Try it>
Each line in the listing below that contains "roads" should be returned.

Listed entries>
|---|
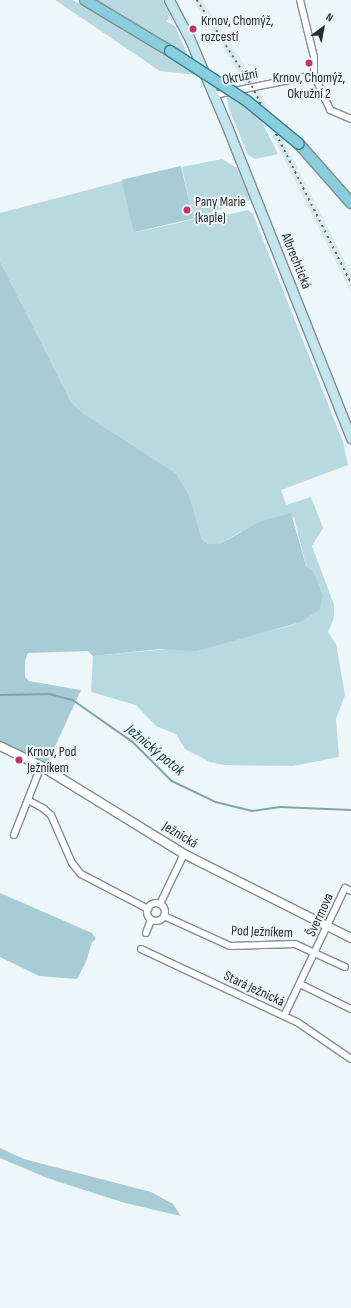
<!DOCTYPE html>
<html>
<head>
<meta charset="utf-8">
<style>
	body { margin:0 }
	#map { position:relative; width:351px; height:1308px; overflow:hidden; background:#edf6f8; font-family:"Sofia Sans Condensed",sans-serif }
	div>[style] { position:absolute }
	.built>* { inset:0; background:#daebf0 }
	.green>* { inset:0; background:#b9d9e0 }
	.forest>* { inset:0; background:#a7ccd5; transform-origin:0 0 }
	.stream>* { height:1.5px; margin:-0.75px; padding:0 0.75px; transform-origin:0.75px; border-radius:0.75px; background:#80a3ac }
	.roads { filter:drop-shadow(1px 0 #858d8f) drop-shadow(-1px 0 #858d8f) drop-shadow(0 1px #858d8f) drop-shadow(0 -1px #858d8f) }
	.minor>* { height:6px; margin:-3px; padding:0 3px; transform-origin:3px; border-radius:3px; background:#fff }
	.minor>.ring { margin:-3px; padding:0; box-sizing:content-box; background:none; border:6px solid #fff; border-radius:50% }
	.tertiary>* { height:8px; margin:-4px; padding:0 4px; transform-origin:4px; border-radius:4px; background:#fff }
	.secondary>* { height:9px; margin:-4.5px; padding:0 4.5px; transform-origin:4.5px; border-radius:4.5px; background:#c3e6ee }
	.primary>* { height:10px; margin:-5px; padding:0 5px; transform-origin:5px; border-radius:5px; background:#88cedc }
	.rail>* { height:1.5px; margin-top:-0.75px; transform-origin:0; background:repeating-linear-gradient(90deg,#5e6264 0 2px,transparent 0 6px) }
	.bridges { filter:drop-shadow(1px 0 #338090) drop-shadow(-1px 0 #338090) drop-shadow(0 1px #338090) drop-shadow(0 -1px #338090) }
	.primary-bridge>* { height:10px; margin:-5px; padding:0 5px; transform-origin:5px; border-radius:5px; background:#88cedc }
	.dots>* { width:11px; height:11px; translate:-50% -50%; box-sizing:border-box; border:2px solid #edf6f8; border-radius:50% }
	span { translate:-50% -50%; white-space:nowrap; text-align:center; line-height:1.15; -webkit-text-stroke:4px #edf6f8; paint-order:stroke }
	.poi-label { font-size:14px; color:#2a2d2e }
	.left { translate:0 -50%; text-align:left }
	.street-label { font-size:14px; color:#2a2d2e }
	.water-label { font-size:15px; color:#0c3037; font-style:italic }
	.north { position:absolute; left:303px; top:8px; width:40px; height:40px; -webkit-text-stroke:3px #edf6f8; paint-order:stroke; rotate:32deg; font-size:11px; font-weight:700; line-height:16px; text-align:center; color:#2a2d2e }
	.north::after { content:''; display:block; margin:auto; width:14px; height:18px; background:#2a2d2e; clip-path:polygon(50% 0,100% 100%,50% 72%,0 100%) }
</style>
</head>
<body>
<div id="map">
	<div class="built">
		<i style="clip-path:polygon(193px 0,202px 0,249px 72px,351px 274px,351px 292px,248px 88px)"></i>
	</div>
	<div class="green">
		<i style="clip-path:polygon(55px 0,72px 0,87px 7px,169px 58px,175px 47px,96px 0,164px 0,174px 25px,166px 10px,169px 18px,166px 21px,175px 26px,197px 75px,160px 71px)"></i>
		<i style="clip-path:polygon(232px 94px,251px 100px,278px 154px,255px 159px,248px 155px,229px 109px,227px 98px)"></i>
		<i style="clip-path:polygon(222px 159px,237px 168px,251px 200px,214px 211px,208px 216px,212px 218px,248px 210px,253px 214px,343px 442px,348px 465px,281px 490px,286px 505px,311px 497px,323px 528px,312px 546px,334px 605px,334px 618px,328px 632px,336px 644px,345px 695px,336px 719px,339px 757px,293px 766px,224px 765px,210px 762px,185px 749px,176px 734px,156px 726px,136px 705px,91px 692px,93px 656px,211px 645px,285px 627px,301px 622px,323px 595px,314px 572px,306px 566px,294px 517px,240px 532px,220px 544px,208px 544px,202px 539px,189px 495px,176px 473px,84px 414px,71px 402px,0 261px,0 213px,122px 181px,136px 232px,179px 223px,193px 219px,182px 167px)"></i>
	</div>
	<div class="forest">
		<i style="left:181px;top:166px;width:54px;height:61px;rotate:77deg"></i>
		<i style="clip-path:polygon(0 261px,71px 402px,84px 414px,176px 473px,189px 495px,202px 539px,208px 544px,220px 544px,259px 522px,291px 513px,306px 566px,314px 572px,323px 595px,320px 609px,301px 622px,196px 651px,160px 649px,93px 656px,88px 651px,28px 653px,25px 661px,25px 677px,29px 681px,81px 690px,47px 764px,0 741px)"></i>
		<i style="clip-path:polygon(0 893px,92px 933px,96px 939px,92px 942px,86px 962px,77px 979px,39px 976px,0 957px)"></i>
		<i style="clip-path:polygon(0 1148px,24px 1159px,151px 1192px,173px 1204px,181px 1216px,125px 1203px,47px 1178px,0 1158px)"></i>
	</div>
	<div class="stream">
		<i style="left:0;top:695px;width:50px;rotate:-1.1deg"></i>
		<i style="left:50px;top:694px;width:24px;rotate:15deg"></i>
		<i style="left:73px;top:700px;width:73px;rotate:35deg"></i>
		<i style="left:133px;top:742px;width:55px;rotate:45deg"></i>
		<i style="left:172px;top:781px;width:49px;rotate:25.5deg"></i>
		<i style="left:216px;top:802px;width:37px;rotate:14deg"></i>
		<i style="left:252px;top:811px;width:28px;rotate:-8deg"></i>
		<i style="left:280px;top:807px;width:71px;rotate:2.4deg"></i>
	</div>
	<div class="roads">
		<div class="minor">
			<i style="left:314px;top:75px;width:38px;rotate:65deg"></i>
			<i style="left:330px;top:110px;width:23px;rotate:23deg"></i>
			<i style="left:214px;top:95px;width:102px;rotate:-11.3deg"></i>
			<i style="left:314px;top:75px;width:18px;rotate:-90deg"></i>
			<i style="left:314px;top:57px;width:59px;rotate:-103.8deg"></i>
			<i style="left:28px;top:800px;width:18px;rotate:29deg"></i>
			<i style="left:44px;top:809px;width:9px;rotate:41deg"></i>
			<i style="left:51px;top:815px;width:52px;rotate:66.4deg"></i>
			<i style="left:72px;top:863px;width:14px;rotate:51deg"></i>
			<i style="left:81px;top:874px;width:76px;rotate:27.6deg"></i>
			<i style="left:14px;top:835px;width:74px;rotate:-68.6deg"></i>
			<i class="ring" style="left:147px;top:903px;width:12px;height:12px"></i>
			<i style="left:160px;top:904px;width:55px;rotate:-64.4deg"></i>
			<i style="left:164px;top:916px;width:72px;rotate:24.4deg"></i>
			<i style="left:230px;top:946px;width:65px;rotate:-1.8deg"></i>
			<i style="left:295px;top:944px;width:55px;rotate:24.7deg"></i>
			<i style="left:146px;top:933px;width:14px;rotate:-69deg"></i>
			<i style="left:141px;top:949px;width:172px;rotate:25.1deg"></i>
			<i style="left:297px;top:1022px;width:65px;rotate:34.4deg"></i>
			<i style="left:300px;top:984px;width:57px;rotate:26.1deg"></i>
			<i style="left:284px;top:1016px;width:142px;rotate:-64.5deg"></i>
			<i style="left:345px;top:888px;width:7px;rotate:27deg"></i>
		</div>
		<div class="tertiary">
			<i style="left:0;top:746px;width:46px;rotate:26deg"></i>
			<i style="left:41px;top:766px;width:168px;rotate:31.6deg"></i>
			<i style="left:184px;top:854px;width:187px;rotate:26.7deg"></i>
		</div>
		<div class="secondary">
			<i style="left:169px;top:0;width:40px;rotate:62deg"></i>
			<i style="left:188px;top:35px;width:102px;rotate:66.9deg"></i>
			<i style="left:228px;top:129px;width:333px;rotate:68.3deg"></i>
		</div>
		<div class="primary">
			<i style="left:85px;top:0;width:99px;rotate:31deg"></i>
			<i style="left:299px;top:144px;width:79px;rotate:48.6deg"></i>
		</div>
	</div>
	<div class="rail">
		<i style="left:197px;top:0;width:102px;rotate:57.4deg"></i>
		<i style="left:252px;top:86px;width:220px;rotate:63.3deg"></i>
	</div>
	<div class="bridges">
		<div class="primary-bridge">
			<i style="left:170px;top:51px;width:92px;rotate:33deg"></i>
			<i style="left:247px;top:101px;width:67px;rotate:39.6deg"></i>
		</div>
	</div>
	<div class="dots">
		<i style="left:193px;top:29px;background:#c03364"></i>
		<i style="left:309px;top:63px;background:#c03364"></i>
		<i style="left:187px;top:210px;background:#c03364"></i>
		<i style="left:19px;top:760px;background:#c03364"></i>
	</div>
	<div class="poi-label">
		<span class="left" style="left:201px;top:29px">Krnov, Chomýž,<br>rozcestí</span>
		<span style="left:309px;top:86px">Krnov, Chomýž,<br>Okružní 2</span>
		<span class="left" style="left:195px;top:210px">Pany Marie<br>(kaple)</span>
		<span class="left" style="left:27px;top:760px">Krnov, Pod<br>Ježníkem</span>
	</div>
	<div class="street-label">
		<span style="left:240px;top:77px;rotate:-11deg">Okružní</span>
		<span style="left:296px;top:261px;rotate:68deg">Albrechtická</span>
		<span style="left:180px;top:835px;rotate:31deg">Ježnická</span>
		<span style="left:320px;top:915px;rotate:-65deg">Švermova</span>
		<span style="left:262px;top:932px;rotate:2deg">Pod Ježníkem</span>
		<span style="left:254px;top:989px;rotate:25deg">Stará Ježnická</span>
	</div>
	<div class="water-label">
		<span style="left:155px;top:750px;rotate:40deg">Ježnický potok</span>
	</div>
	<div class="north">N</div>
</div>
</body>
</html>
|---|
Output for this exercise>
	.roads { filter:drop-shadow(1px 0 #858d8f) drop-shadow(-1px 0 #858d8f) drop-shadow(0 1px #858d8f) drop-shadow(0 -1px #858d8f) }
	<div class="roads">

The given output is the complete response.